By MEAD GRUVER, Associated Press
CHEYENNE, Wyo. (AP) — Members of an all-Republican legislative committee voiced concerns Thursday about a bill that would bar voters from changing party affiliation in the months before primary elections, a proposal GOP leaders have identified as their top priority this year.
Three of the five members of the Senate Corporations, Elections and Political Subdivisions Committee questioned whether the bill would help the democratic process or comply with federal law.
“It appears to me this bill is not ready for prime time,” said Sen. Tara Nethercott, R-Cheyenne. “I think there’s a significant number of ramifications the party needs to consider first.”
The committee will continue discussing the bill Tuesday.
The bill’s goal is to discourage voters from one party influencing the other party’s primary. Republicans dominate Wyoming politics but increasingly complain that Democrats unfairly influence their primaries by registering as Republicans.
Similar legislation has failed in the past. State GOP Chairman Frank Eathorne says it’s the party’s top priority for the legislative session.
“We do feel that our primary has been compromised and quite egregiously in this cycle more than in past cycles,” Eathorne told the committee.
National GOP mega-donor Foster Friess, who finished second in a six-way 2018 gubernatorial primary, complained soon after the vote that Democrats voting as Republicans influenced the outcome.
Friess emailed the complaint to four of the five other Republican candidates but not Mark Gordon, suggesting whom he thought benefited from the crossover voting.
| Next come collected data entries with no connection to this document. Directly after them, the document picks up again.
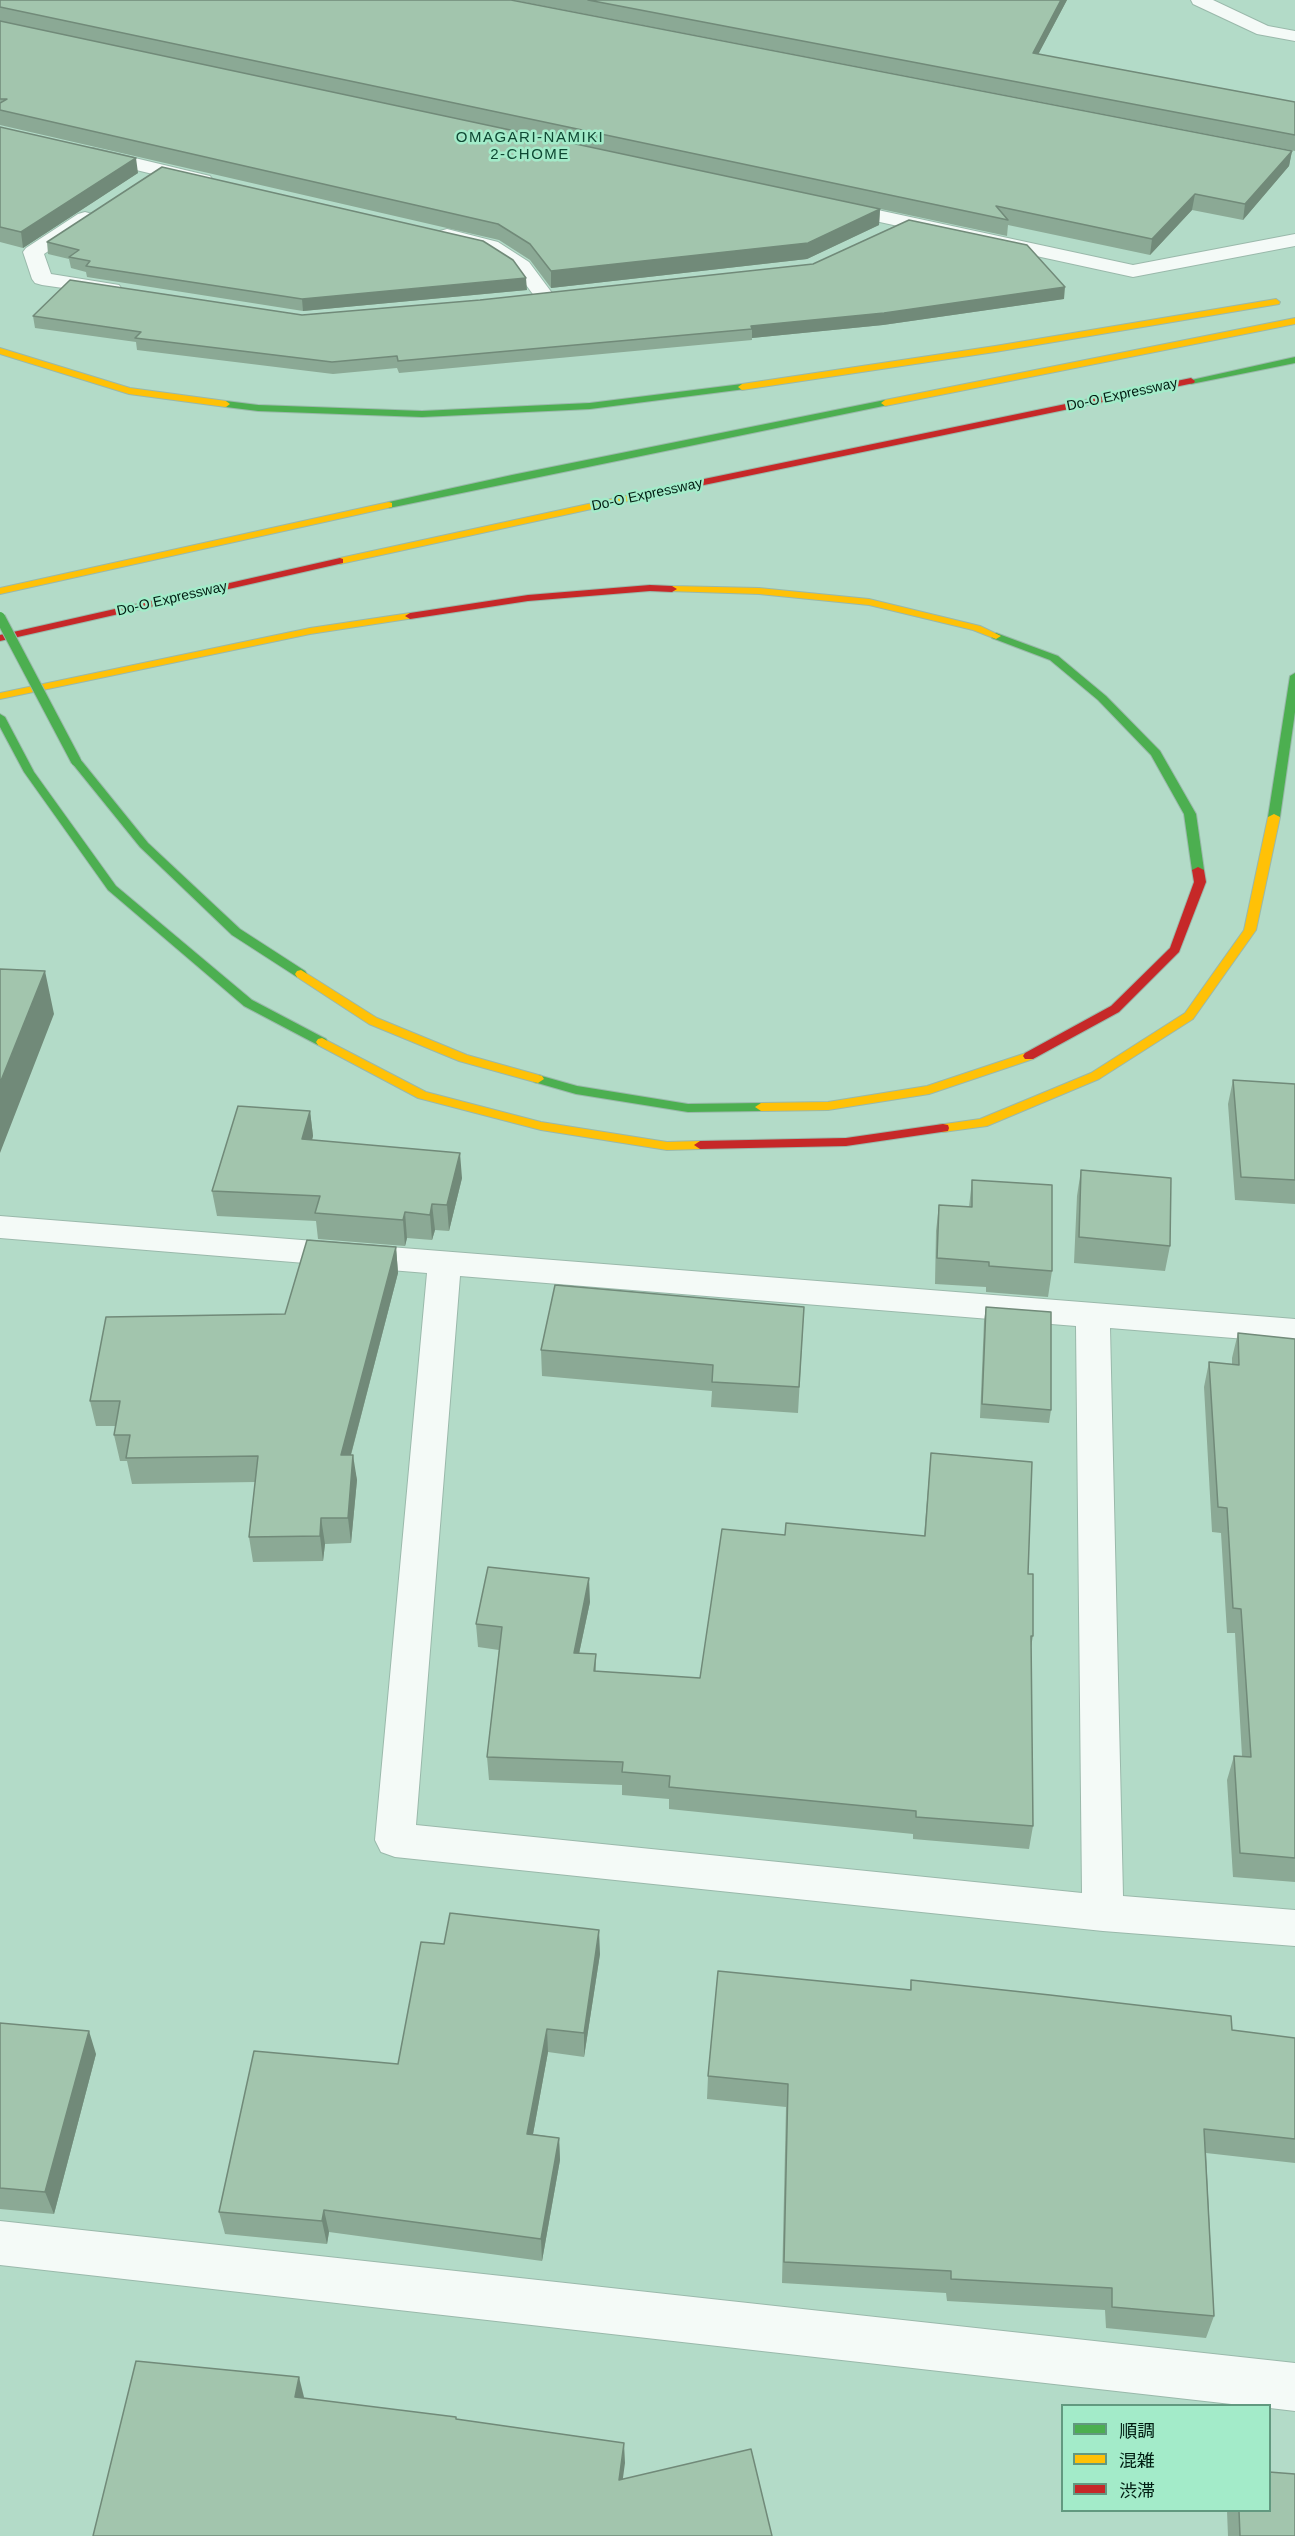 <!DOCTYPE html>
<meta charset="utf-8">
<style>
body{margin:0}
#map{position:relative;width:1295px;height:2536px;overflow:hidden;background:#b3dbc8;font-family:Arial,"Noto Sans JP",sans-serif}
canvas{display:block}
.legend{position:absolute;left:1061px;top:2404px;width:210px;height:108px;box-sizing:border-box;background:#a3ebc9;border:2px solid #629980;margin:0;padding:8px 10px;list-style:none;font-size:18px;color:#011d12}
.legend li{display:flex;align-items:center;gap:12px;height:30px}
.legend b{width:30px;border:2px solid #629980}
</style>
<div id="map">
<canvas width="1295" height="2536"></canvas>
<ul class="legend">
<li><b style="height:8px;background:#4caf50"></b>順調</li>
<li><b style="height:8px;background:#ffc107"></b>混雑</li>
<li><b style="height:8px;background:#c62828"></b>渋滞</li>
</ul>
</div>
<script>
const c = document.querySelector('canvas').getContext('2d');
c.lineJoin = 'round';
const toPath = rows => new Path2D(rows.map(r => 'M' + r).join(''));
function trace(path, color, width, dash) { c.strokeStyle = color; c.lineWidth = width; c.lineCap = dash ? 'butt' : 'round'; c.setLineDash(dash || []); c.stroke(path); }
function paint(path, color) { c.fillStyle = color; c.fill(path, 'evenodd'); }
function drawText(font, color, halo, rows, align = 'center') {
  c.font = font + ' Arial,sans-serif'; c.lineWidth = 5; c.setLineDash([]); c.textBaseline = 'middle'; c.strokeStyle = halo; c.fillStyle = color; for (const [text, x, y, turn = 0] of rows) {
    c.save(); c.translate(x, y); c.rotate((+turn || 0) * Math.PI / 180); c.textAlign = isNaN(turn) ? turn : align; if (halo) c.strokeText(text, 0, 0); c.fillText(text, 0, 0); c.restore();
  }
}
const street = toPath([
 [1191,0,1213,0,1268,26,1295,31,1295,41,1257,34,1193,4,1191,0],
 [93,148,210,176,213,180,210,184,203,186,86,158,84,154,86,150,93,148],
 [836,201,1133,265,1295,234,1295,246,1133,277,829,211,826,207,829,203,836,201],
 [85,212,92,214,95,218,92,222,44,254,51,274,119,285,122,289,119,293,112,295,42,285,35,283,32,279,23,252,26,248,78,214,85,212],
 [447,229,498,242,529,262,555,297,552,301,545,303,538,301,515,270,484,250,440,239,437,235,440,231,447,229],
 [0,1216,1295,1319,1295,1343,1110,1328,1123,1896,1295,1910,1295,1946,1103,1931,395,1857,381,1852,375,1840,427,1273,0,1238,0,1216],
 [460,1276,1076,1326,1082,1893,416,1825,460,1276],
 [0,2221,1295,2363,1295,2411,1270,2408,1270,2406,1249,2406,0,2265,0,2221]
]);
const fast = toPath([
 [1295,357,1295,363,1191,384,1187,381,1295,357],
 [742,384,745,385,745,389,590,409,422,417,258,411,226,407,222,404,226,401,258,405,422,411,590,403,742,384],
 [885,400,889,403,888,405,389,508,384,505,389,502,512,475,885,400],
 [996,633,1058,656,1106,696,1160,751,1196,814,1204,870,1202,872,1194,872,1192,870,1184,814,1151,755,1098,700,1050,660,992,638,991,636,996,633],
 [1295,673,1295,712,1280,817,1274,820,1268,817,1290,676,1295,673],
 [0,714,5,717,34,772,116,886,252,1000,326,1039,328,1042,326,1045,318,1045,244,1006,108,890,24,772,0,727,0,714],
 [76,758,80,759,148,843,240,929,305,971,307,974,305,977,297,977,232,935,140,847,72,763,71,761,76,758],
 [538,1075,577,1086,688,1104,761,1103,767,1107,761,1111,688,1112,576,1094,534,1082,532,1079,538,1075]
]);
const slow = toPath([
 [1276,299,1280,302,1279,304,995,352,742,390,738,387,742,384,995,346,1276,299],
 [1295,318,1295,324,885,406,881,403,885,400,1295,318],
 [0,348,130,388,226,401,230,404,226,407,129,394,0,354,0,348],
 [680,484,685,487,683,489,340,564,335,561,340,558,680,484],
 [389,502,392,503,392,507,0,594,0,588,389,502],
 [672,586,759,588,869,599,980,626,1001,636,996,639,973,630,869,605,759,594,668,591,668,587,672,586],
 [410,613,415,616,414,618,310,634,0,699,0,693,310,628,410,613],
 [1274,814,1280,817,1256,930,1193,1019,1099,1079,987,1126,943,1132,938,1131,937,1128,938,1125,980,1119,1091,1073,1185,1013,1244,930,1268,817,1274,814],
 [301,970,377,1018,467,1055,542,1076,544,1079,538,1083,459,1061,369,1024,297,977,295,974,297,971,301,970],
 [322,1038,426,1092,541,1122,667,1142,700,1141,706,1145,700,1149,667,1150,541,1130,418,1098,318,1045,316,1042,318,1039,322,1038],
 [1029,1052,1035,1056,1033,1059,929,1094,828,1110,761,1111,755,1107,761,1103,828,1102,927,1086,1029,1052]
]);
const jam = toPath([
 [1191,378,1195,381,1194,383,680,490,675,487,680,484,1191,378],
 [340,558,343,559,343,563,0,641,0,635,340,558],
 [650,585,672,586,677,589,672,592,650,591,528,601,410,619,405,616,410,613,528,595,650,585],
 [1198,867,1204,870,1206,882,1179,952,1119,1012,1033,1059,1025,1059,1023,1056,1025,1053,1111,1006,1170,948,1194,882,1192,870,1198,867],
 [943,1124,948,1125,949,1128,948,1131,846,1146,700,1149,694,1145,700,1141,846,1138,943,1124]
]);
trace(street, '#9ab9ab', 2);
trace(fast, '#9ab9ab', 2);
trace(slow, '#9ab9ab', 2);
trace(jam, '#9ab9ab', 2);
paint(street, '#f4faf7');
paint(fast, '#4caf50');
paint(slow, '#ffc107');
paint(jam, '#c62828');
const fastBridge = toPath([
 [0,617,76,761]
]);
trace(fastBridge, '#9ab9ab', 12, []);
trace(fastBridge, '#4caf50', 10);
paint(toPath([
 [0,0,1292,151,1289,166,1243,220,1192,210,1150,255,1008,225,1007,236,0,21],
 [513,0,1067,0,1038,54,1295,102,1295,151],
 [0,21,880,209,879,225,807,259,551,288,530,260,499,240,0,125],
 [0,127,138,173,23,248,0,242],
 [47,242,527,290,303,311,87,277,86,272,71,268,69,259,48,254],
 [1064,299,883,325,752,338,752,340,399,373,397,368,333,374,137,350,136,342,35,328,33,316,302,315],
 [1233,1080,1295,1084,1295,1204,1235,1200,1228,1104],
 [310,1111,313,1136,312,1140,462,1178,449,1231,435,1230,432,1240,407,1238,405,1246,318,1239,316,1221,217,1216,212,1191],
 [1081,1170,1170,1246,1165,1271,1074,1263,1077,1196],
 [972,1180,1052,1271,1048,1297,986,1292,986,1287,935,1284,936,1231,939,1205,969,1207],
 [396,1247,398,1273,351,1455,357,1480,351,1543,325,1544,323,1561,253,1562,249,1537,255,1482,132,1484,127,1461,120,1461,114,1435,116,1426,96,1426,90,1401,285,1314],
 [804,1307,798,1413,711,1407,712,1391,542,1376,541,1350],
 [986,1307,1051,1410,1049,1423,980,1418,984,1321],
 [1238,1333,1295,1339,1295,1882,1233,1877,1227,1780,1234,1756,1242,1756,1235,1633,1227,1633,1221,1533,1212,1532,1204,1387,1209,1362,1232,1364,1232,1358],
 [931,1453,1028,1574,1033,1636,1031,1647,1033,1826,1029,1849,913,1839,913,1834,669,1809,669,1799,622,1795,622,1785,489,1780,487,1757,499,1650,478,1647,476,1624,590,1602,579,1654,596,1654,596,1671,700,1678,785,1535,924,1536],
 [444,1944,600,1954,584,2057,548,2052,533,2134,559,2138,560,2160,542,2261,329,2232,327,2244,225,2234,219,2212,398,2064],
 [911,1980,1232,2030,1295,2038,1295,2163,1206,2153,1214,2316,1206,2338,1106,2328,1105,2310,947,2301,946,2293,782,2283,786,2107,707,2099,708,2076,910,1990],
 [0,2023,96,2054,54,2214,0,2209],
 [1227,2511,1269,2511,1295,2536,1228,2536]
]), '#8ba995');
paint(toPath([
 [1061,0,1067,0,1031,68,1033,53],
 [1292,151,1289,166,1243,220,1245,204],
 [136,158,138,173,23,248,21,232],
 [1195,194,1192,210,1150,255,1152,239],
 [880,209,879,225,807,259,551,288,551,271],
 [526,278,527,290,303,311,302,299],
 [1065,287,1064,299,883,325,752,338,752,329,751,326],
 [45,971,54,1014,0,1153,0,1083],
 [310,1111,313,1136,305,1165,302,1139],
 [460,1153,462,1178,449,1231,447,1205],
 [432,1204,435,1230,432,1240,430,1215],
 [405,1212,407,1238,405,1246,403,1220],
 [396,1247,398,1273,344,1481,341,1455],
 [353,1455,357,1480,351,1543,348,1518],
 [321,1518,325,1544,323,1561,320,1536],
 [589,1578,590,1602,574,1677,574,1653],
 [599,1930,600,1954,584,2057,584,2033],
 [547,2029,548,2052,529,2156,527,2134],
 [89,2031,96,2054,54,2214,45,2192],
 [559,2138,560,2160,542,2261,541,2239],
 [324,2210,329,2232,327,2244,322,2221],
 [299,2377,304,2397,300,2417,295,2397],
 [624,2443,625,2463,620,2500,619,2480]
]), '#718a79');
const building = toPath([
 [0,0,511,0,1292,151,1245,204,1195,194,1152,239,996,206,1008,220,0,7,0,0],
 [588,0,1061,0,1033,53,1295,102,1295,135,588,0],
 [0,21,880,209,808,243,551,271,530,244,498,224,0,110,0,103,7,99,0,99,0,21],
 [0,127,136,158,21,232,0,227,0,127],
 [162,167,483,241,513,260,526,278,302,299,86,266,90,261,69,257,79,250,47,242,162,167],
 [909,220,1027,245,1065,287,884,313,751,326,752,329,398,361,397,356,332,362,135,338,141,332,33,316,70,280,302,315,480,300,813,264,909,220],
 [0,969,45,971,0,1083,0,969],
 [1233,1080,1295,1084,1295,1180,1241,1177,1233,1080],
 [238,1106,310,1111,302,1139,460,1153,447,1205,432,1204,430,1215,405,1212,403,1220,315,1213,320,1196,212,1191,238,1106],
 [1081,1170,1171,1178,1170,1246,1079,1237,1081,1170],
 [972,1180,1052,1185,1052,1271,989,1266,989,1262,937,1258,939,1205,972,1207,972,1180],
 [307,1240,396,1247,341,1455,353,1455,348,1518,321,1518,320,1536,249,1537,258,1456,126,1458,130,1435,114,1435,120,1401,90,1401,106,1317,285,1314,307,1240],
 [555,1285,804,1307,799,1387,712,1382,713,1365,541,1350,555,1285],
 [986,1307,1051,1312,1051,1410,982,1404,986,1307],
 [1238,1333,1295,1339,1295,1858,1240,1853,1234,1756,1251,1757,1241,1609,1233,1608,1227,1508,1218,1507,1209,1362,1239,1365,1238,1333],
 [931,1453,1032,1462,1028,1574,1033,1574,1033,1636,1031,1636,1033,1826,916,1817,916,1811,669,1787,670,1776,622,1772,623,1762,487,1757,502,1627,476,1624,488,1567,589,1578,574,1653,596,1654,594,1671,700,1678,722,1529,785,1535,786,1523,925,1536,931,1453],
 [450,1913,599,1930,584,2033,547,2029,527,2134,559,2138,541,2239,324,2210,322,2221,219,2212,254,2051,398,2064,421,1942,444,1944,450,1913],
 [718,1971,911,1990,911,1980,1050,1995,1231,2016,1232,2030,1295,2038,1295,2139,1204,2129,1214,2316,1112,2307,1112,2288,951,2279,951,2271,784,2262,788,2084,708,2076,718,1971],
 [0,2023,89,2031,45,2192,0,2188,0,2023],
 [136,2361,299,2377,295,2397,456,2417,456,2419,624,2443,619,2480,751,2449,772,2536,93,2536,136,2361],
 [1269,2472,1295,2474,1295,2536,1240,2536,1239,2511,1269,2511,1269,2472]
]);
paint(building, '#a2c5ad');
trace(building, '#718a79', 1.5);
drawText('14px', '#011d12', '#a3ebc9', [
 ["Do-O Expressway",1122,395,-12],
 ["Do-O Expressway",647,495,-12],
 ["Do-O Expressway",172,599,-13]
]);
c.letterSpacing = '1.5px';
drawText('15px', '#0f4833', '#a3ebc9', [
 ["OMAGARI-NAMIKI",530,138],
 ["2-CHOME",530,155]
]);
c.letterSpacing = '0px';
</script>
Gordon went on to win the general election by a wide margin and is now governor.
Party registration statistics compiled by the secretary of state’s office suggest that crossover voting happened in the GOP primary.
Voters may register and change party affiliation up to two weeks before a primary, at the polls or when requesting an absentee ballot.
The bill wants to prevent voters from changing party affiliation any time after candidates begin to apply for their party’s primary nomination. In 2018, that would have prevented party-switching between May 17 and the primaries on Aug. 21.
Democrats in other states have raised similar complaints about Republican interference in primaries, bill co-sponsor Bo Biteman, R-Ranchester, said.
“It’s a bipartisan problem. We just happen to have it one way in Wyoming,” Biteman said.
But an opponent of the proposal in the past, Sen. Cale Case, R-Lander, said that not allowing voters to “go back and forth” is counterproductive for the democratic process. Nethercott, Case and Sen. Charles Scott, R-Casper, also questioned whether the bill would cause problems under the 1993 National Voter Registration Act, which requires states to allow people to register to vote when they apply for a driver’s license or public assistance.
Wyoming’s polling place registration law makes it one of six states exempted under the federal act. Idaho, Minnesota, New Hampshire, North Dakota and Wisconsin are the others.
Losing that exemption could require costly new registration procedures, committee members said, such as implementing a voter registration process at the DMV.